More on this image later…

Minus first.

We have discovered a new grotesquery in the language. Sadly enough it is from the New York Times:

Mrs. Clinton appears to have clammed up for now, taking no questions on the trail while both Mr. Edwards and Mr. Obama are holding several media availabilities.

What?

How is being available to the media a thing, a phenomenon? What, we wonder, might be wrong with “press conference”, or “press briefing”, or even “doorstop”? Anyway, it’s ugly and an abomination and the person who invented it ought to be ashamed, first, and then sent to a re-education camp.

And now the pluses:

BBC Radio 4 podcasts. The one we discovered first was “Current Puns“, a program with Stephen Fry on punning, with particular reference to those terrible jokes in Christmas crackers.

The next was a current Melvyn Bragg series, In Our Time. “The history of ideas…including Philosophy, science, literature, religion and the influence these ideas have on us today. ”

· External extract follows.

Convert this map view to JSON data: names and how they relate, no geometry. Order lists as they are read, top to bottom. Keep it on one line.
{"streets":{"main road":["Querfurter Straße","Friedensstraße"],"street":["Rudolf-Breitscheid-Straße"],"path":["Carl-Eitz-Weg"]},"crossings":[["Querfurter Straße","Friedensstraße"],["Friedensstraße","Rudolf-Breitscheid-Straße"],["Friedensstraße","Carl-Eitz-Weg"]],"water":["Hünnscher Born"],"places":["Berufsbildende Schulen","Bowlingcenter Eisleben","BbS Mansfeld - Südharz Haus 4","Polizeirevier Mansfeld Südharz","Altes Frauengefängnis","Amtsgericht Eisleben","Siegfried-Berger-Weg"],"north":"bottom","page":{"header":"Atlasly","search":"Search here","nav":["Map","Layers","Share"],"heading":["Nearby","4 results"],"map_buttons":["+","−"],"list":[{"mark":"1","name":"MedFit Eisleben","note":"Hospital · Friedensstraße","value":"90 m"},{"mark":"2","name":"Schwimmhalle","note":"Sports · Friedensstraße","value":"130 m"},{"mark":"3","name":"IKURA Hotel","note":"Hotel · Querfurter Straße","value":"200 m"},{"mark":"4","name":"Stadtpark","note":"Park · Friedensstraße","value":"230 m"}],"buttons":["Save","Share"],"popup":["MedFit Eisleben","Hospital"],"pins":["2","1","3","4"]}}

The episode of In Our Time which caught our particular attention was one on the Fibonacci sequence. We have written about this a while ago and are gratified that our fascination with the Fibonacci sequence and its uncanny relationship with the Golden Ratio (or Mean, or Section, if you like) has been shared since mediaeval times.

Here’s the bombshell that we didn’t realise: The Fibonacci sequence goes 0,1,1,2,3,5,8,13,21,34…It is created by adding the previous two numbers to create a third [1+1=2, 2+1=3, 3+2=5 etc.]. But there is another sequence called the Lucas Numbers: 2,1,3,4,7,11,18 etc. [Edouard Lucas is credited with naming the Fibonacci sequence and introducing his work to a wider public.] In fact, starting with any two numbers you can produce any number of strings. The startling thing we found about the Fibonacci sequence is that after only a few operations when you divide the second number in any contiguous pair by the first the ratio between them gets closer and closer to the golden ratio Phi (Φ) of 1.618033…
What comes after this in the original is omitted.